Hmmm...this reminds me of the pouty little boy who just sits there and crosses his arms, lets out a "hmph," and refuses to say a word...

Posted
Don't make this personal by comparing our respective expectations for the men in our lives. This is about A.

 

I'm not surprised that you're placing all the blame on the man.
Practice what you preach. Next time, cut the personal crap or you're going to get it back in spades. I'm really sick and tired of your competitiveness. Understand that I honestly don't see you as competition.

 

A isn't treating C as she'd expect to be treated under the same circumstances.

 

Can you imagine if A was going through the same thing? Stressed, overworked, facing the possibility of her future being ruined if she failed in her work and was sent back to her home country, all while coping with the death of a loved one while under all that pressure? And while experiencing that, getting a sort of demand that she address C's concerns right now about their relationship?

 

Is he really an arse? Is he really selfish?? NO.

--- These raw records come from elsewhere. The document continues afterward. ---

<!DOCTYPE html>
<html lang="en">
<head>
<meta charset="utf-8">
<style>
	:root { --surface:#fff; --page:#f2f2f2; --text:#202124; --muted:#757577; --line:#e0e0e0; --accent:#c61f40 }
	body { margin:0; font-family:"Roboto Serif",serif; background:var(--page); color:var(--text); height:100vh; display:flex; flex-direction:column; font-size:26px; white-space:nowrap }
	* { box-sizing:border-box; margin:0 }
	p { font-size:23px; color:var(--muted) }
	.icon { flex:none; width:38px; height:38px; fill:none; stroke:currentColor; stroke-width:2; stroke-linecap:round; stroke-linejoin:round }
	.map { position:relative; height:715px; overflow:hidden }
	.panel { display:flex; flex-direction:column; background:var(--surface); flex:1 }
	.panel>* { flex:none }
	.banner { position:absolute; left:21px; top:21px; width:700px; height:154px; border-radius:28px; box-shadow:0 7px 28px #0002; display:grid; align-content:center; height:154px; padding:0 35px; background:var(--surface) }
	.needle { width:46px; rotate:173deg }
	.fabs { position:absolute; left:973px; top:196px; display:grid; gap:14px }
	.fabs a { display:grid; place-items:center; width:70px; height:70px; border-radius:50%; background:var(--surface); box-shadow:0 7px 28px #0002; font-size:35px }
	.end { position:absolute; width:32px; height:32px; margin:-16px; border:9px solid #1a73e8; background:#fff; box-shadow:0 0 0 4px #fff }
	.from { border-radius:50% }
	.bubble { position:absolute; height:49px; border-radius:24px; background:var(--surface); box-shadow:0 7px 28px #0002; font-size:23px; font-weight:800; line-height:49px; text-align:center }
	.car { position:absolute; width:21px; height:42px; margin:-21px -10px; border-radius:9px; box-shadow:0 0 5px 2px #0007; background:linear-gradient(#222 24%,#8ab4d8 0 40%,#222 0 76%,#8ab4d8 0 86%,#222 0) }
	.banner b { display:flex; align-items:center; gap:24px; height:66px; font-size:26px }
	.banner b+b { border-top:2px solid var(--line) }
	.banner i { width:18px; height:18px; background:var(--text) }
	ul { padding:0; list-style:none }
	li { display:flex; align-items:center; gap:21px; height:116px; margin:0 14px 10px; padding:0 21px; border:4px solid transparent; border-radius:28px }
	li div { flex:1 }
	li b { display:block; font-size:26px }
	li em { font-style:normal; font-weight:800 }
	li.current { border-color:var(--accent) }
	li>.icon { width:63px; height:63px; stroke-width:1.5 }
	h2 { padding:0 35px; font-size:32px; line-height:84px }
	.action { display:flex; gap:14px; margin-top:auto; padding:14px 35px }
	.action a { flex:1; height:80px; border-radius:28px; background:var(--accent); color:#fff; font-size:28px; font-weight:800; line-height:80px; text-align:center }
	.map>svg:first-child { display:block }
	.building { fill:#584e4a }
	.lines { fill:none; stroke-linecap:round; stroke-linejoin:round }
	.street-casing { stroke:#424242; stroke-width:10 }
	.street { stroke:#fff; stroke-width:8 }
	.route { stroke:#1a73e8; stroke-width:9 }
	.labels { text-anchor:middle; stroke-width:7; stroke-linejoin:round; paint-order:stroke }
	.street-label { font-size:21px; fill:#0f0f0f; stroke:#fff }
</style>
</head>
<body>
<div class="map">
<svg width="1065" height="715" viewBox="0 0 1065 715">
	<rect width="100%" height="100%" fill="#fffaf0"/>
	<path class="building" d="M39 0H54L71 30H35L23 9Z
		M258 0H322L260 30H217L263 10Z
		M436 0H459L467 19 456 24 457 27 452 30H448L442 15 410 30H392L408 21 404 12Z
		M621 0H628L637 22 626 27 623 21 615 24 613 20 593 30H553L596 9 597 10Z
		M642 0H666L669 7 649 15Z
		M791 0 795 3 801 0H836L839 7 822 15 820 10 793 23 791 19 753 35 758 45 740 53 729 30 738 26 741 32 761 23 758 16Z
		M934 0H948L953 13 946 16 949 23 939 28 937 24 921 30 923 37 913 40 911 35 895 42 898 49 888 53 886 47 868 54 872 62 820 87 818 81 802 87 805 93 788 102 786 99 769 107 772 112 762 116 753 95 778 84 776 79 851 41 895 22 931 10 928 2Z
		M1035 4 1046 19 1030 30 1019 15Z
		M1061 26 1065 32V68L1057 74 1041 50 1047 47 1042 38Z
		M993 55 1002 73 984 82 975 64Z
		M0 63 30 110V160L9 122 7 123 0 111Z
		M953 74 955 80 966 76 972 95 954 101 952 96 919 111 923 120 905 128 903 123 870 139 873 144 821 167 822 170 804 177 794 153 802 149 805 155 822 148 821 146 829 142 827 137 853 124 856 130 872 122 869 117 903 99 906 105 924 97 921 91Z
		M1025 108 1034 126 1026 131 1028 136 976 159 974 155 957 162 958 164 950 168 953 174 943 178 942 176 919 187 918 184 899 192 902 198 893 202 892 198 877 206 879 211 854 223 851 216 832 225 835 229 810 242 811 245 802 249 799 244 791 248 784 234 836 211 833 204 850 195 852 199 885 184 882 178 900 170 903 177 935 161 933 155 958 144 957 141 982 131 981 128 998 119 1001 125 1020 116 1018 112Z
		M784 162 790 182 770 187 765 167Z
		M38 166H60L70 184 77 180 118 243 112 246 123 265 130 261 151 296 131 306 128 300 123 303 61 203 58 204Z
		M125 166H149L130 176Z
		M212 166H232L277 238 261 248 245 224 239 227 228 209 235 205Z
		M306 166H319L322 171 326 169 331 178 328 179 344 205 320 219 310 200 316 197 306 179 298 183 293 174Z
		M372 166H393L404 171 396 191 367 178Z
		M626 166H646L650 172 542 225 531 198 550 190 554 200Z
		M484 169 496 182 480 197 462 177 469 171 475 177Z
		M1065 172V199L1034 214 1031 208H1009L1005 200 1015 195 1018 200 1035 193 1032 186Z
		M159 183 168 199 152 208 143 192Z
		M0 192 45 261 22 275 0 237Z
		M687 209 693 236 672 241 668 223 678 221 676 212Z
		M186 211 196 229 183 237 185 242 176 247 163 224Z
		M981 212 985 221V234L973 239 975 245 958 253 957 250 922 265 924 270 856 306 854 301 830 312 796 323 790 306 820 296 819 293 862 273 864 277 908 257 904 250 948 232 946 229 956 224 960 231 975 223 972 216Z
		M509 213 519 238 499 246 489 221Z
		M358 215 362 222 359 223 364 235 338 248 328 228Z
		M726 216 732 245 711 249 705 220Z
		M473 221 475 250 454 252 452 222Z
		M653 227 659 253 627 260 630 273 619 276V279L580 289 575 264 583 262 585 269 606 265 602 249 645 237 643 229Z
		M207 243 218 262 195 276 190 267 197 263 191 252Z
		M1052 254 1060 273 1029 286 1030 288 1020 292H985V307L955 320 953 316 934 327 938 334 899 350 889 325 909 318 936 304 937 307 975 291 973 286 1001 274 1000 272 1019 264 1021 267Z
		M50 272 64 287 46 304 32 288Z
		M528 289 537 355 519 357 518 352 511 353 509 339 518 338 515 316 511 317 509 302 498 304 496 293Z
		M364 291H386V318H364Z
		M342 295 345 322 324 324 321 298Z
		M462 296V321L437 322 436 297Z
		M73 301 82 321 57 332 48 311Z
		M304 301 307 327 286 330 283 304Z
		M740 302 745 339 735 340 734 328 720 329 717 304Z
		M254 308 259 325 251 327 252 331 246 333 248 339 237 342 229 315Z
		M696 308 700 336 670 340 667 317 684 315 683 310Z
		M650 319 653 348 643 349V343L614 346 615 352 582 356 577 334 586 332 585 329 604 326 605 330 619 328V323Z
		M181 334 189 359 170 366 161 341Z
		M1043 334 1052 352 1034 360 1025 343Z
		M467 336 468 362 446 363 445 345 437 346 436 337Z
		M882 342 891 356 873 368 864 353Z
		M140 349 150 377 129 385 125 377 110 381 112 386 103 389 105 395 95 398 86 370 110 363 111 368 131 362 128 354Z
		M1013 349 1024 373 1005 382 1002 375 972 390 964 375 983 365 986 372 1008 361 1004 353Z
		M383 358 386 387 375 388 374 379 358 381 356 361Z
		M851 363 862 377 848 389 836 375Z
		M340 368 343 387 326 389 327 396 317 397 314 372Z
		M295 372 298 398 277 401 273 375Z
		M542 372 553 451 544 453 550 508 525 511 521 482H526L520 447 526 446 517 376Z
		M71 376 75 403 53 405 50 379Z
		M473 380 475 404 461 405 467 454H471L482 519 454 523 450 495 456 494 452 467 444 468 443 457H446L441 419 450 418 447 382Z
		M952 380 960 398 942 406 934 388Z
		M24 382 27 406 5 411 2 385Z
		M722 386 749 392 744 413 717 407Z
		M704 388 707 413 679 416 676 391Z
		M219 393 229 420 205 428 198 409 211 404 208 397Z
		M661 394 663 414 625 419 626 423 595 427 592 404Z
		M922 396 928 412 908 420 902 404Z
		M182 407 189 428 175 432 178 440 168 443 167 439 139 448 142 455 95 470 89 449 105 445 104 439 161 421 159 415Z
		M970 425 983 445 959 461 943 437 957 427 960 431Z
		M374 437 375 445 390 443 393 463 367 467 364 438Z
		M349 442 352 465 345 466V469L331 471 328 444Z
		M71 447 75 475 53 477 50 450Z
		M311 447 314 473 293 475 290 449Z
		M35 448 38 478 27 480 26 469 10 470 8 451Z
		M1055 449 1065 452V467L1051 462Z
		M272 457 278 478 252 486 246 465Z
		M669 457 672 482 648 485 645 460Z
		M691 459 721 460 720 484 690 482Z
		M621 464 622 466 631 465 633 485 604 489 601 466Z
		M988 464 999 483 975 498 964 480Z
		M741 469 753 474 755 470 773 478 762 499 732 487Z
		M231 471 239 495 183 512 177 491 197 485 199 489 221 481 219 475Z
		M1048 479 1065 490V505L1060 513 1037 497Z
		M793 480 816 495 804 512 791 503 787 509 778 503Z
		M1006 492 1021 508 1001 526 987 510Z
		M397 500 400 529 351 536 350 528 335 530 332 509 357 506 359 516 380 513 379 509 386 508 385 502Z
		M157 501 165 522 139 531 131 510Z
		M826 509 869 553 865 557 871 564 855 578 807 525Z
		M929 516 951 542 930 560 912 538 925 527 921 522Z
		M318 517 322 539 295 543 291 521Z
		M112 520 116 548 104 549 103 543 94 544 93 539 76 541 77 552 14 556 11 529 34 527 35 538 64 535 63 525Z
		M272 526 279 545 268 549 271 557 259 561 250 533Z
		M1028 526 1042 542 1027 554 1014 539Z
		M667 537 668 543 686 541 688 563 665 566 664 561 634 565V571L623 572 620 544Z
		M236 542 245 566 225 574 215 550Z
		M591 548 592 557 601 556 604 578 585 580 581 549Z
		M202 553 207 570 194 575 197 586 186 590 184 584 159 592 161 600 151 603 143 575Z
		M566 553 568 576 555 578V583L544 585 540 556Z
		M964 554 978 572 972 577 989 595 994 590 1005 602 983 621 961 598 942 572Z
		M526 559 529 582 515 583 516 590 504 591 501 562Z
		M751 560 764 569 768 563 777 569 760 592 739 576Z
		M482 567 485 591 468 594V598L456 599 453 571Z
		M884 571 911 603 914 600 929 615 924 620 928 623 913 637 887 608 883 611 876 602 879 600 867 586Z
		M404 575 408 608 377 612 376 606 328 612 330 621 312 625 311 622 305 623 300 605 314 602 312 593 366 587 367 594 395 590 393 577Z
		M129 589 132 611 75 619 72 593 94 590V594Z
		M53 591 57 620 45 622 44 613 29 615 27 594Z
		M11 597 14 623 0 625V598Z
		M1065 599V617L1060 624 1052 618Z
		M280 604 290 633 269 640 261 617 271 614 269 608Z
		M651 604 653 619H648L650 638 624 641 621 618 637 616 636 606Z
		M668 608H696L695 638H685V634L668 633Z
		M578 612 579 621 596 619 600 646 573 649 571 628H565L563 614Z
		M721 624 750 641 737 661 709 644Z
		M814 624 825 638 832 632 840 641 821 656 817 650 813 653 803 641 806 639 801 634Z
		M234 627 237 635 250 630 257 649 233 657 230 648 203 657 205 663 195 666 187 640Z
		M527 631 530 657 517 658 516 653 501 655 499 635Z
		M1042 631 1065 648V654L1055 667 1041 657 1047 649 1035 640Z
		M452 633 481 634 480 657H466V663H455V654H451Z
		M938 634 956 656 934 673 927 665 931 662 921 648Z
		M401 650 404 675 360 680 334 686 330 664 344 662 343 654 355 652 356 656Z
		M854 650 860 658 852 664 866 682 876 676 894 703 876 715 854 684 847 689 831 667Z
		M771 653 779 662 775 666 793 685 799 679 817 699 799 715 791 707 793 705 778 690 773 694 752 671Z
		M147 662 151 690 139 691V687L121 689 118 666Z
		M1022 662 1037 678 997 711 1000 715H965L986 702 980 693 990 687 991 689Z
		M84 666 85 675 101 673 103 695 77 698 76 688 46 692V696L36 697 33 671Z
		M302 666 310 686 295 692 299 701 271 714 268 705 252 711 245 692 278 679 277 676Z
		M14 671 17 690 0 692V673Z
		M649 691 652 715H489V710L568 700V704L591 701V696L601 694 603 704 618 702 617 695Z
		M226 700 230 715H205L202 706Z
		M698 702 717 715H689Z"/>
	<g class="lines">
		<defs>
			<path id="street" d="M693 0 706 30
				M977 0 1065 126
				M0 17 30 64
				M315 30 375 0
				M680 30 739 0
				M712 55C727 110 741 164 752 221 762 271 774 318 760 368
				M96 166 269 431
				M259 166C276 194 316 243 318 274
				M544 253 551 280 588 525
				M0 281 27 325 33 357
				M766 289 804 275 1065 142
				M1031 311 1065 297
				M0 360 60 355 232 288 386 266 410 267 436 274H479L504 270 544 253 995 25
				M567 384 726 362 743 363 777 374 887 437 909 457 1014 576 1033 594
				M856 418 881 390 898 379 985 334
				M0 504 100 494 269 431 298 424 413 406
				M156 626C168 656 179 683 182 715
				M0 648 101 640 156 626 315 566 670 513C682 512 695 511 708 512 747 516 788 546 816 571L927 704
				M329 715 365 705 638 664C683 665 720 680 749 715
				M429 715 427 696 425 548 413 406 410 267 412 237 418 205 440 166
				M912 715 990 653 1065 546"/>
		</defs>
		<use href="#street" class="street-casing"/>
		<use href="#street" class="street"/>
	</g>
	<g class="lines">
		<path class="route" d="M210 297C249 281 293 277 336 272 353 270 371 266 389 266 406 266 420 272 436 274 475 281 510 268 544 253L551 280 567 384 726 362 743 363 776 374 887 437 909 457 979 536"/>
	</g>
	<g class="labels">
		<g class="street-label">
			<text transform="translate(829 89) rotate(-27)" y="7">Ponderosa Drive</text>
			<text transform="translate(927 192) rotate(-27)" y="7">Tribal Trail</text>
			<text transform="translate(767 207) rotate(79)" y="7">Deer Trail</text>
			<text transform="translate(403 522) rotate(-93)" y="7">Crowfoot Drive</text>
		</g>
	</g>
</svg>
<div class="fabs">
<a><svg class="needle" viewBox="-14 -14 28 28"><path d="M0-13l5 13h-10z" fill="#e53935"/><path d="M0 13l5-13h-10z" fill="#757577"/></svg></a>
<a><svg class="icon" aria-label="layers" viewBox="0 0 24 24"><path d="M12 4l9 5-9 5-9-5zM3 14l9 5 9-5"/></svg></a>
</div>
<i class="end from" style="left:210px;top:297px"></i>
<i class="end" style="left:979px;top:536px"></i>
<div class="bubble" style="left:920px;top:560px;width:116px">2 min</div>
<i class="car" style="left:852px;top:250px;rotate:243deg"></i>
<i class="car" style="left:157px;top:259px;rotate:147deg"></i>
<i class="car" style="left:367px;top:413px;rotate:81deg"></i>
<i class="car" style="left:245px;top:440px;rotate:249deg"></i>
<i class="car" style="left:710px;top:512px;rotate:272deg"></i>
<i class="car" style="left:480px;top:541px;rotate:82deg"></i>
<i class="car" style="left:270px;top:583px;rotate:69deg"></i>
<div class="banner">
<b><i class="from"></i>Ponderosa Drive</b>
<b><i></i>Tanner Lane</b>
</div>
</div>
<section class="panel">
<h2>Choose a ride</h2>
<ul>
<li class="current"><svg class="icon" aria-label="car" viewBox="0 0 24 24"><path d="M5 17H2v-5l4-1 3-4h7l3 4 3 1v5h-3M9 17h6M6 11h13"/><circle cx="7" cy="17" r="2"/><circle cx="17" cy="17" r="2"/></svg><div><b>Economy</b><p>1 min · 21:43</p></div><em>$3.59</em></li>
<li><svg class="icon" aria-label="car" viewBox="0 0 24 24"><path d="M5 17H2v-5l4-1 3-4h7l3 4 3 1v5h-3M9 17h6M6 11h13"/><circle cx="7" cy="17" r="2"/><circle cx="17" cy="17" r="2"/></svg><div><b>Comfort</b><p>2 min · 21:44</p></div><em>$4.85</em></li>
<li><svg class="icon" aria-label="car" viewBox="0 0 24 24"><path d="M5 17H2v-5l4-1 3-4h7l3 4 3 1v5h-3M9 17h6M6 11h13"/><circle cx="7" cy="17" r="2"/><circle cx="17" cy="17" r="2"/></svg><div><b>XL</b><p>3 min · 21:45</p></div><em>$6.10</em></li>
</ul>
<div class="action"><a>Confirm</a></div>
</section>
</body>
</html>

So you find it acceptable behaviour to ignore calls, even when your purported SO has expressed concern about your life in their voicemail?

 

This isn't acceptable behaviour by any stretch of the imagination.

Posted
He's avoiding me with absolutely no explanation. He could just pick up the phone or email me or something and say, "Look, I'm sorry but I just am dealing with a lot and I need time away from you" but NO, he couldn't be bothered to do that. He is completely disregarding me. He's expecting me to read his mind and just know that I should stay away until he comes around again. He's not worth my consideration.

 

He didn't avoid you. He said he was busy and overwhelmed. In response, you told him you wanted to talk to him about something important (no doubt relationship oriented, he's not stupid). He said he'd try. Read between the lines, A. He's not up for that "talk" right now. He said he'd try, but clearly having a drama-filled (you yourself said EVERYTHING about your relationship is full of drama) relationship talk not his priority right now. Can you blame him??

 

Fine. He's not meeting your needs. But it's understandable given what he's going through, right? Just stop making him out to be the bad guy. He's not. Neither are you.